Pandangan Filsafat dan Sufi tentang Bahagia dan Sengsara

Senin, 06 Februari 2023 - 09:32 WIB
loading...
Pandangan Filsafat dan Sufi tentang Bahagia dan Sengsara
Pandangan kefilsafatan dan kesufian tentang bahagia dan sengsara cenderung mengarah pada pengertian lebih rohani. Foto/Ilustrasi: Ist
A A A
Cendekiawan Muslim, Prof Dr Nurcholish Madjid, MA (1939 – 2005) atau populer dipanggil Cak Nur mengatakan pandangan kefilsafatan dan kesufian tentang bahagia dan sengsara cenderung mengarah pada pengertian-pengertian yang lebih rohani daripada jasmani atau, barangkali lebih psikologis daripada fisiologis.

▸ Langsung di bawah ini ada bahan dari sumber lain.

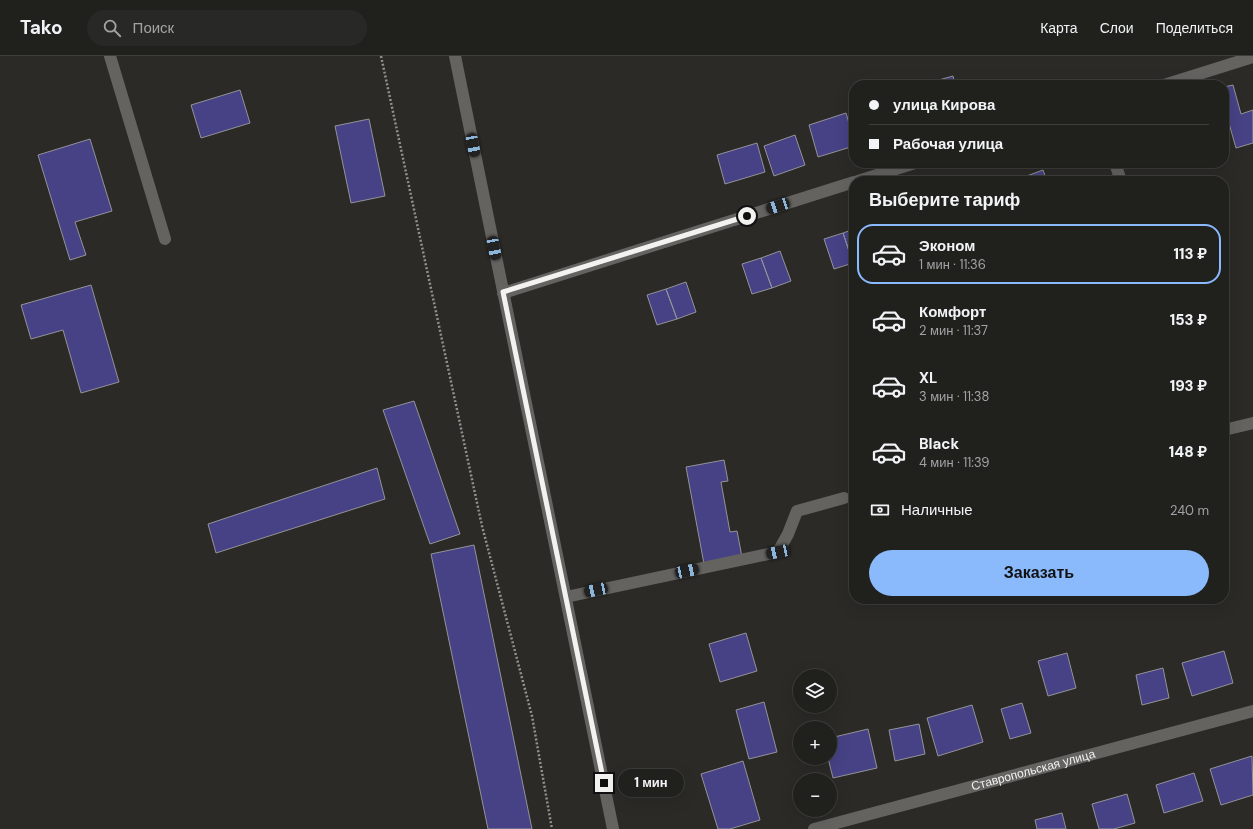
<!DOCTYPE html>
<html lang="ru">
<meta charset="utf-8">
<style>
:root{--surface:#20201d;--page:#282826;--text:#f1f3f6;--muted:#a2a3a4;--line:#3d3e3b;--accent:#8abafc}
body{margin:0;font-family:"DM Sans",sans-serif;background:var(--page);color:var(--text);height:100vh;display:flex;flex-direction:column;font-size:15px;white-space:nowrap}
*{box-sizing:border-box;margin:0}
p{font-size:13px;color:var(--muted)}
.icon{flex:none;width:22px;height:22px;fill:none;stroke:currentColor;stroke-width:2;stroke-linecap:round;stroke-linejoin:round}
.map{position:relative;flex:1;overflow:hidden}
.details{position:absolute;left:849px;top:120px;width:380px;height:428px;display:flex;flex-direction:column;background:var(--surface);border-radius:16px;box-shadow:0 4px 16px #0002,0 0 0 1px var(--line)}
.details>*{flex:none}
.top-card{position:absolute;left:849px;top:24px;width:380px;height:88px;border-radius:16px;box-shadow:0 4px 16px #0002,0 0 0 1px var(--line);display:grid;align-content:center;height:88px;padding:0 20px;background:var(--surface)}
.fabs{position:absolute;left:793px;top:613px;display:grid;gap:8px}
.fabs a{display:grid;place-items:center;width:44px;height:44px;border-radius:50%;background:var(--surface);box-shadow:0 4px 16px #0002,0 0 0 1px var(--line);font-size:20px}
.end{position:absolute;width:18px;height:18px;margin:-9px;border:5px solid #f2f2f0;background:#111;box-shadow:0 0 0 2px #111}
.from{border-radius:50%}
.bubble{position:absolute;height:28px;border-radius:14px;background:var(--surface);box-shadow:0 4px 16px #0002,0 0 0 1px var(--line);font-size:13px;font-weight:800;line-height:28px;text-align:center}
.car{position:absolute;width:12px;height:24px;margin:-12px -6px;border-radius:5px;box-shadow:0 0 3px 1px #0007;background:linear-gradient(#222 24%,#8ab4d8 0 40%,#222 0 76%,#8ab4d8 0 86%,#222 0)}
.top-card b{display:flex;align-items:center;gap:14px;height:38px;font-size:15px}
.top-card b+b{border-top:1px solid var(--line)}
.top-card i{width:10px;height:10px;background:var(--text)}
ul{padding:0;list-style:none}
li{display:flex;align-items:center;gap:12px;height:60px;margin:0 8px 6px;padding:0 12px;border:2px solid transparent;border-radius:16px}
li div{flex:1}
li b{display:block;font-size:15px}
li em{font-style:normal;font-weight:800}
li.selected{border-color:var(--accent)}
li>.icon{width:36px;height:36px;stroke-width:1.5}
h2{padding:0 20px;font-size:18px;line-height:48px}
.pay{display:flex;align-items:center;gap:10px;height:44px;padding:0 20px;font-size:15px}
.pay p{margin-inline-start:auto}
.cta{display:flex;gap:8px;margin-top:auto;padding:8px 20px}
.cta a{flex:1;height:46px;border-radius:24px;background:var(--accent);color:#111;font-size:16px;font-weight:800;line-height:46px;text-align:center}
header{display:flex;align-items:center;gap:24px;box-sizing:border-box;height:56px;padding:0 20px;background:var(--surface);border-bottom:1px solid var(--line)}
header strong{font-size:19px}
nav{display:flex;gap:22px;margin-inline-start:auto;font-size:14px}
.search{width:280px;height:36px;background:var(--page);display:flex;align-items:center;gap:10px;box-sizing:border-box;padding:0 14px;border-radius:22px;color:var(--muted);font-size:15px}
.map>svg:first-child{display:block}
.building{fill:#474285;stroke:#939397}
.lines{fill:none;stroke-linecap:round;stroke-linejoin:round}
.path{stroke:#92918f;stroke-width:2.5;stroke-dasharray:2 2;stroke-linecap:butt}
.minor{stroke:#656360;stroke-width:12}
.route{stroke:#f2f2f0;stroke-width:5}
.labels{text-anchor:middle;stroke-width:3;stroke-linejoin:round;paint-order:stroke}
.street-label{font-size:12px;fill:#f2f2f0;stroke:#131211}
</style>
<header>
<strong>Tako</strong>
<div class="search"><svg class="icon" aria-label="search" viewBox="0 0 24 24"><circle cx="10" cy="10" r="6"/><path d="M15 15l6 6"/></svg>Поиск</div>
<nav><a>Карта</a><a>Слои</a><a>Поделиться</a></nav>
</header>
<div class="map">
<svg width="1253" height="773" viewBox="0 0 1253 773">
<rect width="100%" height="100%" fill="#2b2a27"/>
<!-- building -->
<path class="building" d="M953,20l2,9h-34z
M1233,29l8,29 12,-4v33l-17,5 -12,-42v-19z
M240,34l10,33 -49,15 -10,-33z
M846,57l8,27v6l-36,11 -9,-32z
M369,63l16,77 -34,7 -16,-77z
M795,79l10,30 -31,11 -10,-30z
M90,83l22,72 -37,11 11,33 -16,5 -32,-105z
M757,87l8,29 -40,12 -8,-29z
M1043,114l4,11h-21l-2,-4z
M1024,121l2,4h-15z
M854,173v33l-1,1 -10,-30z
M843,177l10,30 -19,6 -10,-30z
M780,195l11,30 -19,7 -11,-30z
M761,202l11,30 -20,6 -10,-30z
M686,226l10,30 -19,7 -11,-30z
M91,229l28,97 -38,11 -18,-63 -32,9 -10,-34z
M666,233l11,30 -20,6 -10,-30z
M414,345l46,133 -30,10 -47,-134z
M724,404l4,21 -7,1 9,50 7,-1 5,26 -38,7 -18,-97z
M377,412l8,31 -169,54 -8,-29z
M474,489l58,284h-44l-57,-275z
M746,577l11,38 -37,11 -11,-38z
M1224,595l9,32 -41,13 -10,-33z
M1067,597l9,35 -28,8 -10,-35z
M1163,612l6,30 -27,7 -6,-30z
M764,646l13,50 -28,7 -13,-49z
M1022,647l9,30 -21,6 -9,-30z
M972,649l11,37 -45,14 -11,-38z
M919,668l6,30 -30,7 -6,-31z
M868,673l9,39 -44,10 -5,-20h2v-20z
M1252,700l1,39 -32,10 -11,-36z
M743,705l17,59 -30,9h-12l-17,-55z
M1194,717l9,28 -39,12 -8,-28z
M1127,738l8,29 -21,6h-15l-7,-25z
M1062,757l4,16h-29l-2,-9z"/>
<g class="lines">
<!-- path -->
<path class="path" d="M381,0l101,470 50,190 20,113"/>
<!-- minor -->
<g class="minor">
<path d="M110,0l55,183"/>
<path d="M455,0l158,773"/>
<path d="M1164,29l89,-28"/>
<path d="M1115,107l6,18"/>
<path d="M858,125l57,-18"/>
<path d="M503,237l351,-111"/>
<path d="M1224,374l29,-7"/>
<path d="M566,541l212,-45 10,-18 9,-23 47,-13"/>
<path id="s1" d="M814,773l439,-118"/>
</g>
</g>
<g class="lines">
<!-- route -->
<path class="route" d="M604,727l-101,-491 244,-76"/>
</g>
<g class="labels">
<!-- street labels -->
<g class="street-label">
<text dy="4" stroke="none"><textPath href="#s1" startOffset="227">Ставропольская улица</textPath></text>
</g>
</g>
</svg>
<div class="fabs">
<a><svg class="icon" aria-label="layers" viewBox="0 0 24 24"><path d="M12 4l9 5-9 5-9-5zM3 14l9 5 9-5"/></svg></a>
<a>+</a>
<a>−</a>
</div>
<i class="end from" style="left:747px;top:160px"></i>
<i class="end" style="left:604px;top:727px"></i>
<div class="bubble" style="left:618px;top:713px;width:66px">1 мин</div>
<i class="car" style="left:473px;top:89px;rotate:169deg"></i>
<i class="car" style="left:778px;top:150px;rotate:252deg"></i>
<i class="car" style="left:494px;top:192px;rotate:169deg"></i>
<i class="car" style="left:778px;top:496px;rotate:258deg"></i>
<i class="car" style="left:687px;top:515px;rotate:78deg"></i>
<i class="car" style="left:596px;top:534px;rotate:258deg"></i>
<div class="top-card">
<b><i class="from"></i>улица Кирова</b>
<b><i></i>Рабочая улица</b>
</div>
<section class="details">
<h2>Выберите тариф</h2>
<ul>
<li class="selected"><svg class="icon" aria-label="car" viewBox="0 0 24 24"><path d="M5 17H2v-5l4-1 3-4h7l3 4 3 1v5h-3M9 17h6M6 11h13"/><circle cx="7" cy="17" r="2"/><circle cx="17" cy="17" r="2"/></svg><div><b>Эконом</b><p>1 мин · 11:36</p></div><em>113 ₽</em></li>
<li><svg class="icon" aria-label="car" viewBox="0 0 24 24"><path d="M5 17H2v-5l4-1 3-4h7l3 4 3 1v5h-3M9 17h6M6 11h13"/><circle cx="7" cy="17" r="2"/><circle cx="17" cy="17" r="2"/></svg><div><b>Комфорт</b><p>2 мин · 11:37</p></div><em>153 ₽</em></li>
<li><svg class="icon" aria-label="car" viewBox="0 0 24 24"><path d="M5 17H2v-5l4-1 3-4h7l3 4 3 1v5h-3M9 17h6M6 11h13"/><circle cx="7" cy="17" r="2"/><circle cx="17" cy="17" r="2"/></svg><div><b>XL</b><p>3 мин · 11:38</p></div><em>193 ₽</em></li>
<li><svg class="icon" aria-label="car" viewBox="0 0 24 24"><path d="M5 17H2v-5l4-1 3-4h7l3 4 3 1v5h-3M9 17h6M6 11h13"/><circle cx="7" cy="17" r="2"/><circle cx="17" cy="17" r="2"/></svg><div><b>Black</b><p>4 мин · 11:39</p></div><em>148 ₽</em></li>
</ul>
<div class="pay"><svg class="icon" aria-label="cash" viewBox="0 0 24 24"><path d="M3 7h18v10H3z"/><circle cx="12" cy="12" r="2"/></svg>Наличные<p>240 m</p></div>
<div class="cta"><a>Заказать</a></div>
</section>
</div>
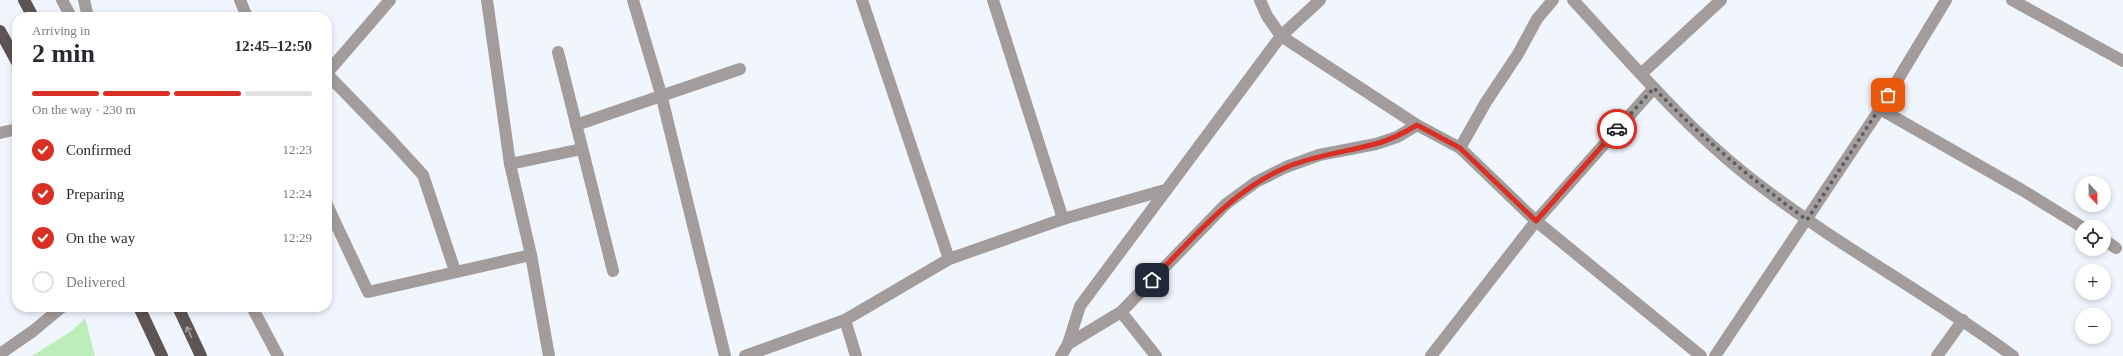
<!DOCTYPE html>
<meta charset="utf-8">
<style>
:root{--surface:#fff;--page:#f7f7f7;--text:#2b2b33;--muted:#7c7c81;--line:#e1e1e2;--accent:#d93025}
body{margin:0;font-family:Georgia,serif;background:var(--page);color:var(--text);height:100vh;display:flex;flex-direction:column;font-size:15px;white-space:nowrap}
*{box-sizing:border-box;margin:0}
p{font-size:13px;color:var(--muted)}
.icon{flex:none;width:22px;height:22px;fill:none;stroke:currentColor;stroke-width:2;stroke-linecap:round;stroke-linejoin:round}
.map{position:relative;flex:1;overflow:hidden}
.details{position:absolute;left:12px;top:12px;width:320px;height:300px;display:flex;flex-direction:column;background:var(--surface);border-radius:16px;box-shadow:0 2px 6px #0003}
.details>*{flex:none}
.needle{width:26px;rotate:158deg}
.buttons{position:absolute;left:2075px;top:176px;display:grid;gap:8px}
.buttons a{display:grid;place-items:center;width:36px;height:36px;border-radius:50%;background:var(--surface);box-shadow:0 2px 6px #0003;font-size:20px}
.pin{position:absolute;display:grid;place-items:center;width:34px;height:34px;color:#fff;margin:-17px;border-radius:8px;box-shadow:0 2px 6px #0006}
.courier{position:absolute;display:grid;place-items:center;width:40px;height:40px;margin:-20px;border:3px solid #d93025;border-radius:50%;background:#fff;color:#222;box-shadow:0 1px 5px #0007}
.summary em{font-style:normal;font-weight:700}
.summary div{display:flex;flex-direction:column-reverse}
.summary{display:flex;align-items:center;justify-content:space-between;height:68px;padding:0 20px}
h1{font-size:26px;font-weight:700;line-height:30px}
.bar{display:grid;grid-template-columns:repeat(4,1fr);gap:6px 4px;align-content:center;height:48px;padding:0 20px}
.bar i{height:5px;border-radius:3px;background:var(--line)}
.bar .active{background:var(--accent)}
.bar p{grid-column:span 4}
ol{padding:0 20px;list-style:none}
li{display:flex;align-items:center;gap:12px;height:44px}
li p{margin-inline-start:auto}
li .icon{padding:4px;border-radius:50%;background:var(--accent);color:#fff;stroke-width:4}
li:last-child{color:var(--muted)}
li i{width:22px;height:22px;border:2px solid var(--line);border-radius:50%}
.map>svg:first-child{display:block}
</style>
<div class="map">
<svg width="2123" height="356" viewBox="0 0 2123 356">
<rect width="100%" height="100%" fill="#f1f5fe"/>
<polygon fill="#bdedba" points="85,318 95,356 32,356 73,330"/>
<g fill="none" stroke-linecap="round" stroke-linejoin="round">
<g stroke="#a29c9c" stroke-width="12">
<polyline points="62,0 71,17"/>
<polyline points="84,0 88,17"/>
<polyline points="240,0 247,17"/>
<polyline points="487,0 510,164 531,255 549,356"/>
<polyline points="633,0 661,94 725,356"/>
<polyline points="862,0 949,259"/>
<polyline points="993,0 1063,219"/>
<polyline points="1260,0 1267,16 1281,36 1417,125 1460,148 1536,221 1701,356"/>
<path d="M1573,0C1633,65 1691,134 1762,187C1842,248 1931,296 2013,356"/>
<polyline points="2012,0 2123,61"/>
<polyline points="558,52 613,271"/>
<polyline points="327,73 390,0"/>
<polyline points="327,74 391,140 423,175 455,271"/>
<polyline points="1641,74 1721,0"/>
<polyline points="1880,109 2022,190 2082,227"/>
<polyline points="576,125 740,69"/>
<polyline points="0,133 17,129"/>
<polyline points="1460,148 1486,102 1518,54 1537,19 1553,0"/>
<polyline points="510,164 582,149"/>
<polyline points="327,205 368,292 531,255"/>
<polyline points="2104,240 2116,248"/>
<polyline points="252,307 278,356"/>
<polyline points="1121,312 1156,356"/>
<polyline points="845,320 856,356"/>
<polyline points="1068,344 1121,312 1226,204 1256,182 1286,167 1319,155 1376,144 1397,137 1417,125"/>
<polyline points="0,354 33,331 62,307"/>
<polyline points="745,356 845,320 949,259 1063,219 1165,190"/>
<polyline points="1061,356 1068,344 1080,306 1281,36 1320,0"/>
<polyline points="1431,356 1536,221 1654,88"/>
<polyline points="1715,356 1880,109 1946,0"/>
<polyline points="1937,356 1963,320"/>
</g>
<g stroke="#5d5453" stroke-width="12">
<polyline points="24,0 33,17"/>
<polyline points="0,31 17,62"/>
<polyline points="139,307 162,356"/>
<polyline points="178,307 201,356"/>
</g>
</g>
<defs><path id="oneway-shaft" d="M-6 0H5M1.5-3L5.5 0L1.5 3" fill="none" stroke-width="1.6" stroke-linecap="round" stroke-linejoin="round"/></defs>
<use stroke="#a09ca0" href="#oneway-shaft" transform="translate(189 332) rotate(-115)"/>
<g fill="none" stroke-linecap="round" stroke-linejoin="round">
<path stroke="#5c5e63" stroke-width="4" stroke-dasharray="0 7.2" d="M1617,129L1654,88C1702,138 1751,179 1807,220L1888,95"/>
<path stroke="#d93025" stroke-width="5" d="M1152,280C1193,238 1232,190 1287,167C1315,155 1346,152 1375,144C1391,140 1404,133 1417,125L1460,148L1536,221L1617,129"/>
</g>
</svg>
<div class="buttons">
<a><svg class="needle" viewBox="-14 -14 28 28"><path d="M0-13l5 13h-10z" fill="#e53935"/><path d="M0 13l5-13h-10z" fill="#7c7c81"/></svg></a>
<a><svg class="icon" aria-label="locate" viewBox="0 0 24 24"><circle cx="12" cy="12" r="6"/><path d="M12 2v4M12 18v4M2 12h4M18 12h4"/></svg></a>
<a>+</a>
<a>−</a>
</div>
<div class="pin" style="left:1888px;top:95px;background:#ea580c"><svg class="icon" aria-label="bag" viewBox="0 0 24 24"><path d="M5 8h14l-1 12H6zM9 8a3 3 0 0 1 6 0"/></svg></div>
<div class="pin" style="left:1152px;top:280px;background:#1f2937"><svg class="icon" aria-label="home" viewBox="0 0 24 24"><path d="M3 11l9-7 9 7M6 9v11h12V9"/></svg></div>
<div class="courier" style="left:1617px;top:129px"><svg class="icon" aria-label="car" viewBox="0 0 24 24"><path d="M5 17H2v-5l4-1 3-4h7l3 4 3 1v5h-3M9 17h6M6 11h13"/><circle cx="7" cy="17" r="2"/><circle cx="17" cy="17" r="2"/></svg></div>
<section class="details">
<div class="summary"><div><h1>2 min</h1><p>Arriving in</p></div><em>12:45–12:50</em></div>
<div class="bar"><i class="active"></i><i class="active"></i><i class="active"></i><i></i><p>On the way · 230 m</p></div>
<ol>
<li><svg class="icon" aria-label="check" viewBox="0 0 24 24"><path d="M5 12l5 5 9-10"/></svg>Confirmed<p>12:23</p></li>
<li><svg class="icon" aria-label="check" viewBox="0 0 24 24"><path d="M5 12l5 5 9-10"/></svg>Preparing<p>12:24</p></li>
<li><svg class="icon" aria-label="check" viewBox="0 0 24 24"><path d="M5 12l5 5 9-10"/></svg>On the way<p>12:29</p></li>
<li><i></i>Delivered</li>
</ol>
</section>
</div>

Dalam buku "Kontekstualisasi Doktrin Islam Dalam Sejarah" Cak Nur berpendapat selain berdasarkan isyarat tentang banyaknya kandungan al-Qur'an yang disebut sebagai tamsil-ibarat, kaum sufi dan para filsuf juga mendapatkan banyaknya penegasan bahwa kebahagiaan tertinggi jika bukannya seluruh kebahagiaan itu sendiri, terwujud dalam ridla Allah. Sebuah firman mengatakan:

Allah menjanjikan kepada orang-orang yang beriman, pria maupun wanita, surga-surga yang di bawahnya mengalir sungai-sungai, kekal di sana selama-lamanya; (dijanjikan pula) tempat-tempat tinggal yang indah, dalam surga-surga kebahagiaan abadi. Dan keridlaan dari Allah adalah yang akbar. Itulah sebenarnya kebahagiaan yang agung. ( QS al-Taubah/9 :72)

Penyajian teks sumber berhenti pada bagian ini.